Filter the listing below, keeping every line that holds "rows".

________________________________________

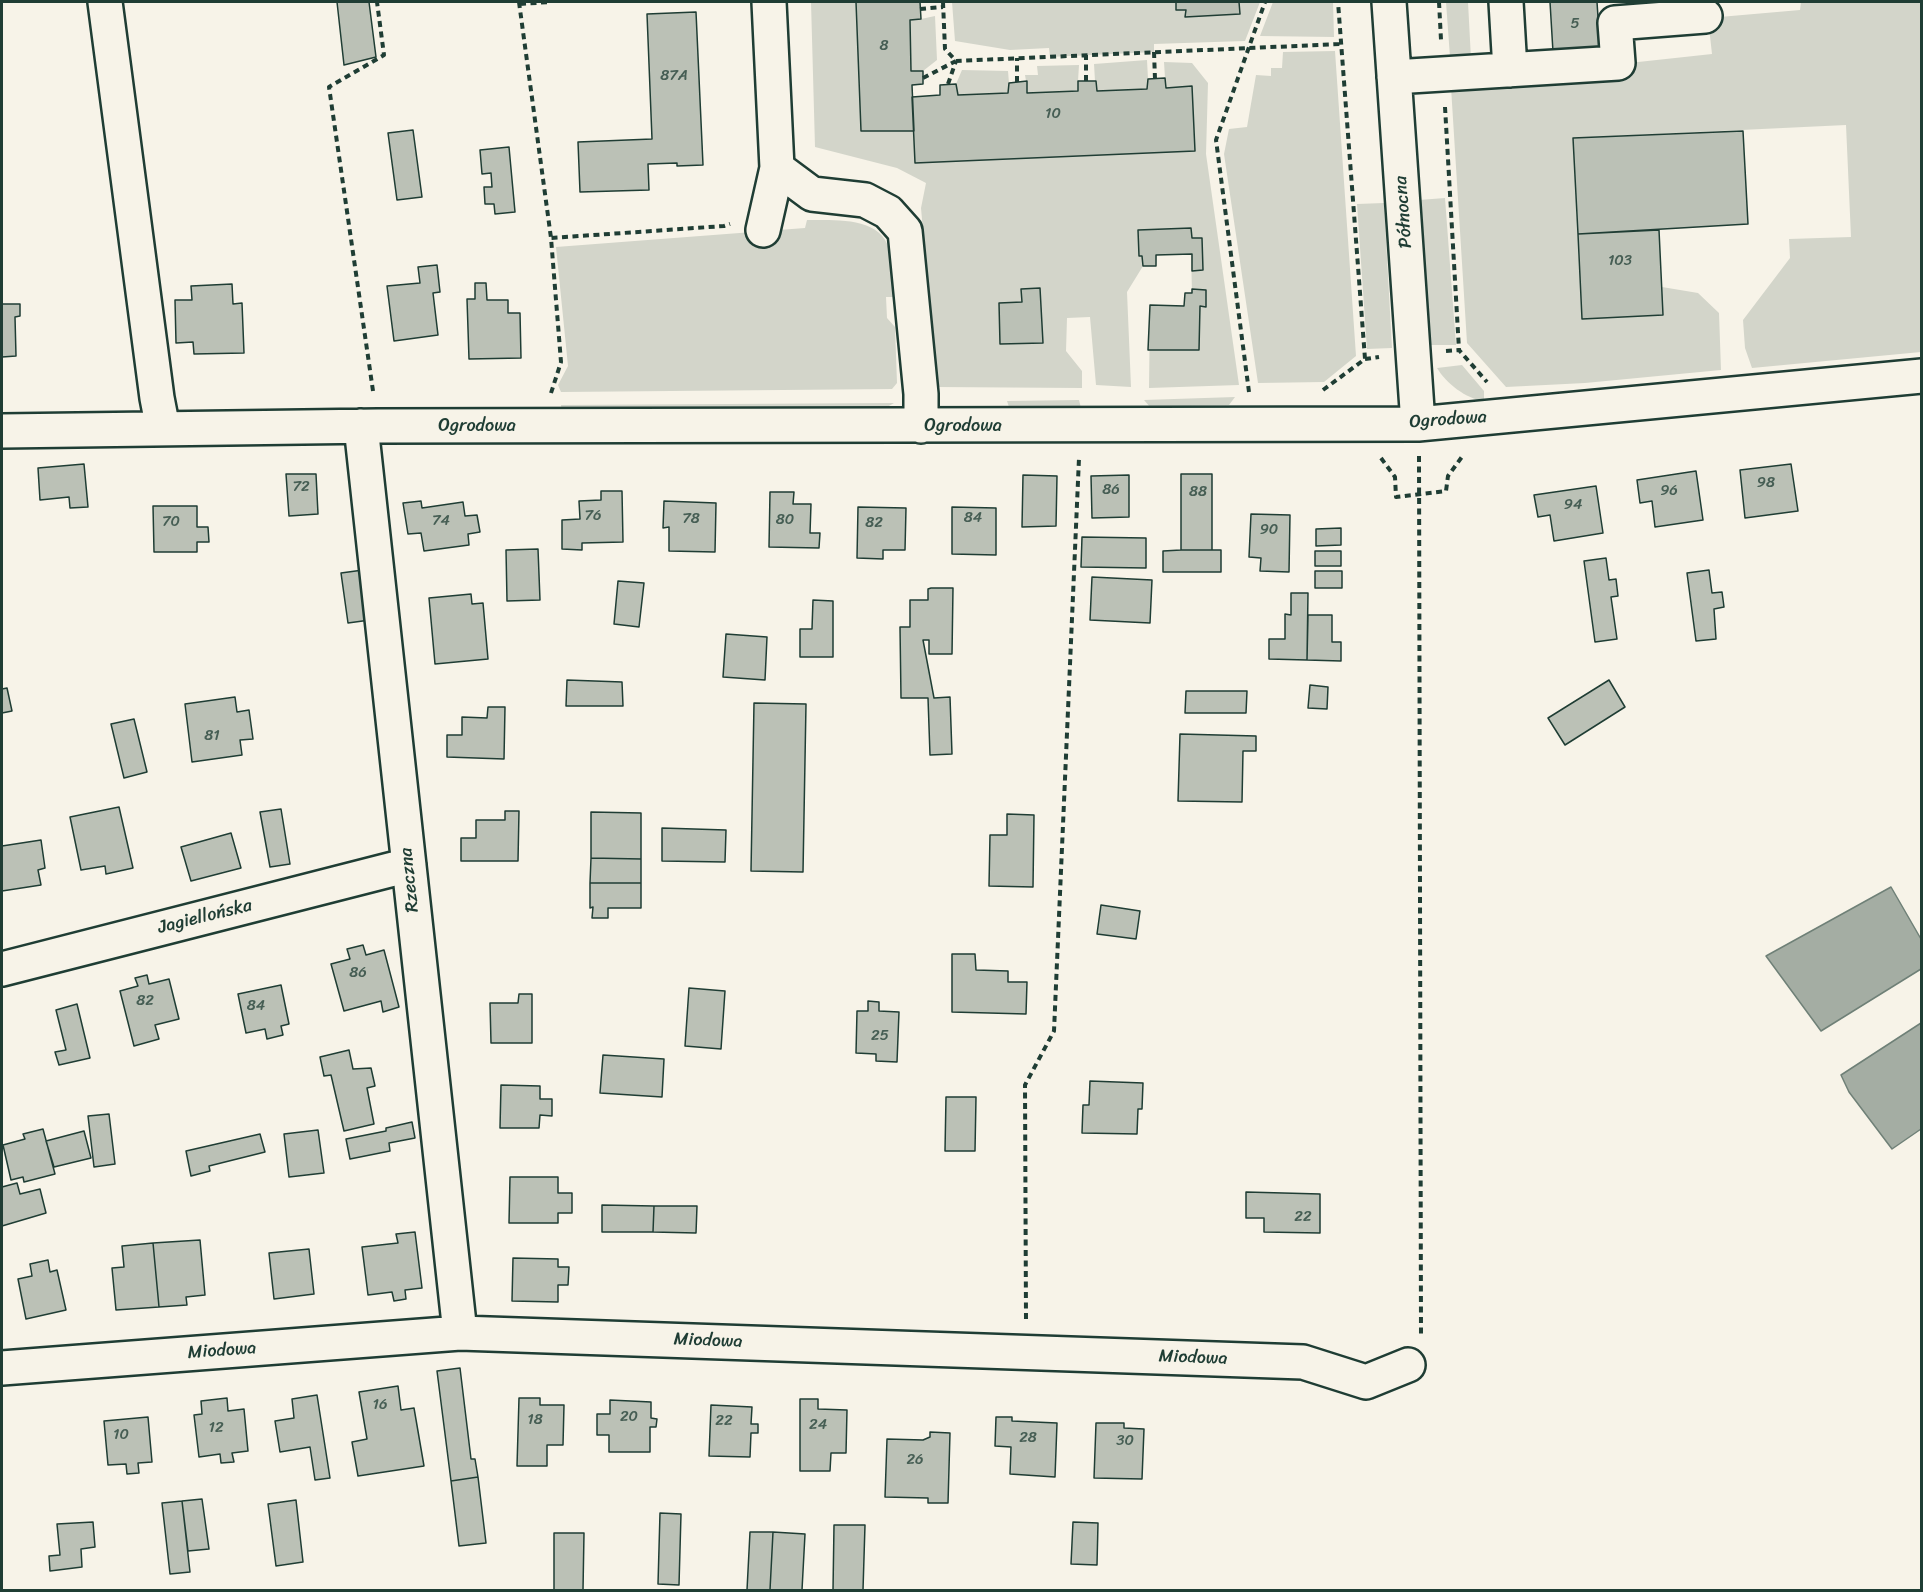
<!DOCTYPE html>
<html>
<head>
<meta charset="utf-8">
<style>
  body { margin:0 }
  #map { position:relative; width:1923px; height:1592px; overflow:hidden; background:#f7f3e8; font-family:Sriracha,sans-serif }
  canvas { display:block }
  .frame { position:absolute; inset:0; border:3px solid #1f3d34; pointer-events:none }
</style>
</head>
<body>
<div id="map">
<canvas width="1923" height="1592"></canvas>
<div class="frame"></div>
</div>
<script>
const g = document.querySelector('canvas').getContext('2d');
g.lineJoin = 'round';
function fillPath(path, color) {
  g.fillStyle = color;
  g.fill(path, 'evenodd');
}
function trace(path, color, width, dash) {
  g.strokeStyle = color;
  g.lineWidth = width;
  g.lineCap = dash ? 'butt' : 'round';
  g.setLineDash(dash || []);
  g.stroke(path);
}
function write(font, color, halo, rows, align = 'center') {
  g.font = font + ' Sriracha,sans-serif';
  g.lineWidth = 4.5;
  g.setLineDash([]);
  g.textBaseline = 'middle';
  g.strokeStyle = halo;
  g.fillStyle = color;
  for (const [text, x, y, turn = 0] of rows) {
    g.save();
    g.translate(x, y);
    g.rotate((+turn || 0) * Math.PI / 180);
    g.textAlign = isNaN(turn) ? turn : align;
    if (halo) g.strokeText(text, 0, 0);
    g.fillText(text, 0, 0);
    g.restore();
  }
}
fillPath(new Path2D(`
  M811,2H920L921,19L935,16L937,60L923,71V84L912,86L913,97L940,95V85L956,84L962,70L1008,71L1009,83L1026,81L1025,75H1038L1037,66L1079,65L1078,81H1095L1094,64L1147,60L1148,79L1165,78L1164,62L1192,63L1208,83L1206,154L1239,385L1149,388L1150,305L1184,306L1185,293H1192L1191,254L1157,255L1156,266H1143L1127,292L1131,387L1096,385L1090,317L1067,318L1066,351L1082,371V388L937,387L921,208L926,183L897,168L815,147Z
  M952,2H1260L1245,41L1154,44V52L1050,57L1049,48L1010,50L955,41Z
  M1273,2H1333L1334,37L1260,36Z
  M1446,2H1468L1471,59L1450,57Z
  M1801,2H1921V352L1752,368L1745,348L1743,320L1790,258L1789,239L1851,237L1846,125L1573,138L1582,319L1662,315V287L1698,293L1719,313L1721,370L1585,383L1506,387L1467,343L1451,87L1631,75L1629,63L1712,54L1708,18L1800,10Z
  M1335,51L1356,356L1324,382L1258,383L1224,154L1229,129L1247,127L1256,75L1271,76V68H1282L1283,52Z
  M1445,198L1456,345H1430L1419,200Z
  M1384,203L1392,348L1367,349L1357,204Z
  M807,220C836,220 885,216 890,254C893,268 892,283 893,297H886L887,318L895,327L897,383L892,389L561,392L558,385L568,366L556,247L805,228Z
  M1462,365L1484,391V401C1466,399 1446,383 1437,368Z
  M1235,397L1229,405L1150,407L1144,400Z
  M1079,400L1081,408L1010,410L1007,401Z
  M894,403L877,413L562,414L561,405Z`), '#d3d5ca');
const water = new Path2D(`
  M1891,887L1921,939V969L1821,1031L1766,956Z
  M1921,1023V1129L1892,1149L1849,1092L1841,1075Z`);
fillPath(water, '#a4ada3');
trace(water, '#6f8077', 1.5);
const building = new Path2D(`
  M337,2H369L376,57L344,65Z
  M856,2H920L921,19L910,20L911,71H923V84L912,85L914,131H861Z
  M1176,2H1239L1240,14L1185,17L1186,10H1176Z
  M1550,2H1597L1600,47L1553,52Z
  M696,12L703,165L677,166V163L648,164L649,190L580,192L578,142L652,139L647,14Z
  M1165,78L1166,88L1192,86L1195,151L915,163L912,97L940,95V85L956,84L958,95L1008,93L1009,83L1027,81V93L1078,91V81H1096L1097,91L1147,89L1148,79Z
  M413,130L422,197L397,200L388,133Z
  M1743,131L1748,224L1578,234L1573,138Z
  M509,147L515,212L495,214L494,204H485L484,187H492L491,173L482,174L480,150Z
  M1191,228L1192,238H1202L1203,270L1192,271V254L1156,255V266H1143L1142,256H1139L1138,230Z
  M1659,230L1663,315L1582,319L1578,234Z
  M437,265L440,292L433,293L438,335L394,341L387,286L420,283L418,267Z
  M475,283H486L487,300H508V313H520L521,358L469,359L467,299H475Z
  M232,284L233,304L242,303L244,353L194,354L193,342L176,343L175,300H192L191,286Z
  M1040,288L1043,343L1000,344L999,303L1022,302L1021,289Z
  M1192,289L1206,290V307L1200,306L1199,350H1148L1150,305L1184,306L1185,293H1192Z
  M2,304H20V316L15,317L16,356L2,357Z
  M84,464L88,507L70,508L69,497L40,500L38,468Z
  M1791,464L1798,511L1745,518L1740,470Z
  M1696,471L1703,520L1655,527L1652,501L1640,503L1637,480Z
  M286,474H316L318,514L289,516Z
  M1181,474H1212V550H1181Z
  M1023,475L1057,476L1056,526L1022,527Z
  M1129,475V517L1092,518L1091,476Z
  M1596,486L1603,533L1554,541L1550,515L1538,517L1534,495Z
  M601,491H622L623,542L582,543V550L562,549V520L580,519L579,501L601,500Z
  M770,492H794L793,504H811L810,533H820L819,548L769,547Z
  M421,501L422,508L463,502L465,516L477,515L480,532L468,534L469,545L424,551L421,533L408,534L403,503Z
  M664,501L716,503L715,552L669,551V527L663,528Z
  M153,506H197V527H208L209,542H197V552H154Z
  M858,507L906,508L905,550H883V559L857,558Z
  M952,507L996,508V555L952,554Z
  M1251,514L1290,515L1289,572L1260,571L1261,558L1249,557Z
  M1341,528V545L1316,546V529Z
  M1082,537L1146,538V568L1081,567Z
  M538,549L540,600L507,601L506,550Z
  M1181,550H1221V572H1163V551Z
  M1315,551H1341V566H1315Z
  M1606,558L1609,580L1616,579L1618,596L1611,597L1617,639L1595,642L1584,561Z
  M363,570L370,620L348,623L341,573Z
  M1709,570L1712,593L1722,592L1724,607L1714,609L1716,639L1696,641L1687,573Z
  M1315,571H1342V588H1315Z
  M1092,577L1152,580L1150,623L1090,620Z
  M618,581L644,583L639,627L614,624Z
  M931,588H953L952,654H929V640H923L934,698L950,697L952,754L930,755L928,698H901L900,627H910V600H928V589Z
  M1291,593H1308L1307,660L1269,659V639H1285V614L1291,615Z
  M471,594L472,604L483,603L488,659L435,664L429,598Z
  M813,600L833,601V657H800V629H812Z
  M1308,615H1332V642H1341V661L1307,660Z
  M726,634L767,637L765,680L723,677Z
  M567,680L622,682L623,706H566Z
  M1609,680L1625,707L1565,745L1548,718Z
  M1310,685L1328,687L1327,709L1308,708Z
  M7,688L12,711L2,713V689Z
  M1186,691H1247L1246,713H1185Z
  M235,697L237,712L249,710L253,739L240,740L242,755L192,762L185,704Z
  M754,703L806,704L803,872L751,871Z
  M488,707H505L504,759L447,757V735H462V717L487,718Z
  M134,719L147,772L124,778L111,724Z
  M1180,734L1256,736V751H1243L1242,802L1178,801Z
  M119,807L133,868L106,874L105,866L81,870L70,817Z
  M281,809L290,864L270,867L260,812Z
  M505,811H519L518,861H461V838H476V820H505Z
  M591,812L641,813V859L591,858Z
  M1007,814L1034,815L1033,887L989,886L990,835H1007Z
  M662,828L726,830L725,862L662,861Z
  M231,833L241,868L191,881L181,847Z
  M41,840L45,868L38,870L41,885L2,891V846Z
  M591,858L641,859V883H590Z
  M590,883H641V908H608V918H592L593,907L590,908Z
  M1101,905L1140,911L1136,939L1097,934Z
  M363,945L366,955L384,950L399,1007L383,1012L381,1001L344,1011L331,964L350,959L347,949Z
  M952,954H975L976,970L1008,971V982H1027L1026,1014L952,1012Z
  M147,975L149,984L169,979L179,1019L155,1025L159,1039L134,1046L120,991L138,986L135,978Z
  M281,985L289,1024L281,1026L283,1035L267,1039L265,1029L246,1033L238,994Z
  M689,988L725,991L721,1049L685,1046Z
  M519,994H532V1043H491L490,1003H518Z
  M868,1001L879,1002V1011L899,1012L897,1062L876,1061V1054L856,1053L857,1011H868Z
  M77,1004L90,1058L59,1065L55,1052L66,1050L56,1010Z
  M349,1050L353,1069L371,1068L375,1086L367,1088L374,1124L344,1131L331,1075L324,1076L320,1057Z
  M603,1055L664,1059L662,1097L600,1093Z
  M1090,1081L1143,1083L1142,1109H1138L1137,1134L1082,1133L1083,1105H1089Z
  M501,1085L540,1086V1099H552V1116L540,1115L539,1128H500Z
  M946,1097H976L975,1151H945Z
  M109,1114L115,1164L94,1167L88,1116Z
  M412,1122L415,1138L389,1143L390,1151L350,1159L346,1139L386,1131V1128Z
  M43,1129L55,1174L24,1182L23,1177L11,1180L3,1145L25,1139L23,1134Z
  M318,1130L324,1173L289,1177L284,1134Z
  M84,1131L91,1158L54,1167L46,1141Z
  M260,1134L265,1152L209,1166L210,1171L191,1176L186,1151Z
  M510,1177H558V1193H572V1213H558V1223H509Z
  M17,1183L20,1194L40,1189L46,1213L2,1226V1187Z
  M1246,1192L1320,1194V1233L1264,1232V1218H1246Z
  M602,1205L654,1206L653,1232H602Z
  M654,1206H697L696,1233L653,1232Z
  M415,1232L422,1288L405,1290L406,1299L394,1301L392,1292L368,1295L362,1247L398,1243L396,1234Z
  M200,1240L205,1295L186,1297L187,1305L159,1307L153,1243Z
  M153,1243L159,1307L116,1310L112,1268L124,1267L122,1246Z
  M309,1249L314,1294L274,1299L269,1253Z
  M513,1258L558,1259V1267H569L568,1285H558V1302L512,1301Z
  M48,1260L50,1272L57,1270L66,1310L26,1319L18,1279L32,1276L30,1264Z
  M460,1368L471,1459H475L478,1477L451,1481L437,1371Z
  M398,1386L401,1410L414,1408L424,1466L358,1476L352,1442L367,1439L359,1392Z
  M317,1395L330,1478L315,1480L310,1447L280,1452L275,1421L294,1418L292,1399Z
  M227,1398L228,1411L244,1409L248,1451L232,1453L234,1462L221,1463L220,1454L199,1457L194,1415L202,1414L201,1401Z
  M519,1398H540V1405H564L563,1445H547V1466H517Z
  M800,1399H818V1409L847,1410L846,1453H831L830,1471H800Z
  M610,1400L651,1402V1418L657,1419L656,1427H650V1452H609V1435H597V1414H610Z
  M711,1405L752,1407L751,1424H758V1433H751L750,1457L709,1456Z
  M148,1417L152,1462L138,1463L139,1473L127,1474L126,1464L108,1465L104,1421Z
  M996,1417H1012V1421L1057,1423L1055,1477L1010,1474L1011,1447L995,1446Z
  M1096,1423H1124V1428L1144,1429L1142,1479L1094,1478Z
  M930,1432L950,1433L948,1503H928V1498L885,1497L887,1439L923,1440L930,1437Z
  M478,1477L486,1543L459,1546L451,1481Z
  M202,1499L209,1549L188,1551L182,1501Z
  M296,1500L303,1562L276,1566L268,1504Z
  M182,1501L190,1572L170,1574L162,1503Z
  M660,1513L681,1514L679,1585L658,1584Z
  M93,1522L95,1547L81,1549L82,1567L50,1571L49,1556L60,1555L57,1524Z
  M1073,1522L1098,1523L1097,1565L1071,1564Z
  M834,1525H865L863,1590H833Z
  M750,1532H773L770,1590H747Z
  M773,1532L805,1534L802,1590H770Z
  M554,1533H584L583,1590H554Z`);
fillPath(building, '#bbc1b6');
trace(building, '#1f3d34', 1.5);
const minor = new Path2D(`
  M105,2L157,398L163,429
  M769,2L777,168L812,194L865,200L888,212L905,231L921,394V426
  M1389,2L1418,424
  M1506,2L1510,70
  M1394,77L1618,63L1615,23L1705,16
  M763,230L777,168
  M361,426L460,1333
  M2,431L378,426L1418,424L1922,376
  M2,969L409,865
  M2,1368L460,1333L1303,1362L1366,1382L1408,1365`);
trace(minor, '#1f3d34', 38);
trace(new Path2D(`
  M519,2L551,238
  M943,2L945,49L956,61L1341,44
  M1439,2L1441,40
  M520,4L550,2
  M920,9L943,7
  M1154,52L1155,79
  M923,78L956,61
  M1086,81V55
  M1017,82V58
  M948,84L956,61
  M1445,107L1459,350
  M1446,351L1459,350L1487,382
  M1365,359L1379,357
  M1323,390L1365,359L1338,2
  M373,391L329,87L384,55L377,2
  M1249,392L1216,140L1265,2
  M551,393L561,362L551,238L724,226L730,224
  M1419,456L1421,1334
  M1381,458L1395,477L1396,497L1446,491L1448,476L1464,454
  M1026,1319L1025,1085L1054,1031L1079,458`), '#1f3d34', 4, [6, 4.5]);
trace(minor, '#f7f3e8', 33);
write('15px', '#465e54', null, [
  ["5",1575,24],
  ["8",884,46],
  ["87A",674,76],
  ["10",1053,114],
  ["103",1620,261],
  ["98",1766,483],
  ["72",301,487],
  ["86",1111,490],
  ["96",1669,491],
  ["88",1198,492],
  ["94",1573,505],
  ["76",593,516],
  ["84",973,518],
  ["78",691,519],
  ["80",785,520],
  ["74",441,521],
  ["70",171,522],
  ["82",874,523],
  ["90",1269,530],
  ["81",212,736],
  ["86",358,973],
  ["82",145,1001],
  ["84",256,1006],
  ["25",880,1036],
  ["22",1303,1217],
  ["16",380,1405],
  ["20",629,1417],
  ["18",535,1420],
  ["22",724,1421],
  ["24",818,1425],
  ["12",216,1428],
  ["10",121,1435],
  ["28",1028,1438],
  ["30",1125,1441],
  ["26",915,1460]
]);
write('18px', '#1f3d34', '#f7f3e8', [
  ["Północna",1404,212,-94],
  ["Ogrodowa",1448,420,-4],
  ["Ogrodowa",477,426],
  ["Ogrodowa",963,426],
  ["Rzeczna",410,880,-96],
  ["Jagiellońska",205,917,-14],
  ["Miodowa",708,1341,2],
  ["Miodowa",222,1351,-4],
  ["Miodowa",1193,1358,2]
]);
</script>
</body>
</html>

________________________________________

**EXERCISE ANSWER:**
function write(font, color, halo, rows, align = 'center') {
  for (const [text, x, y, turn = 0] of rows) {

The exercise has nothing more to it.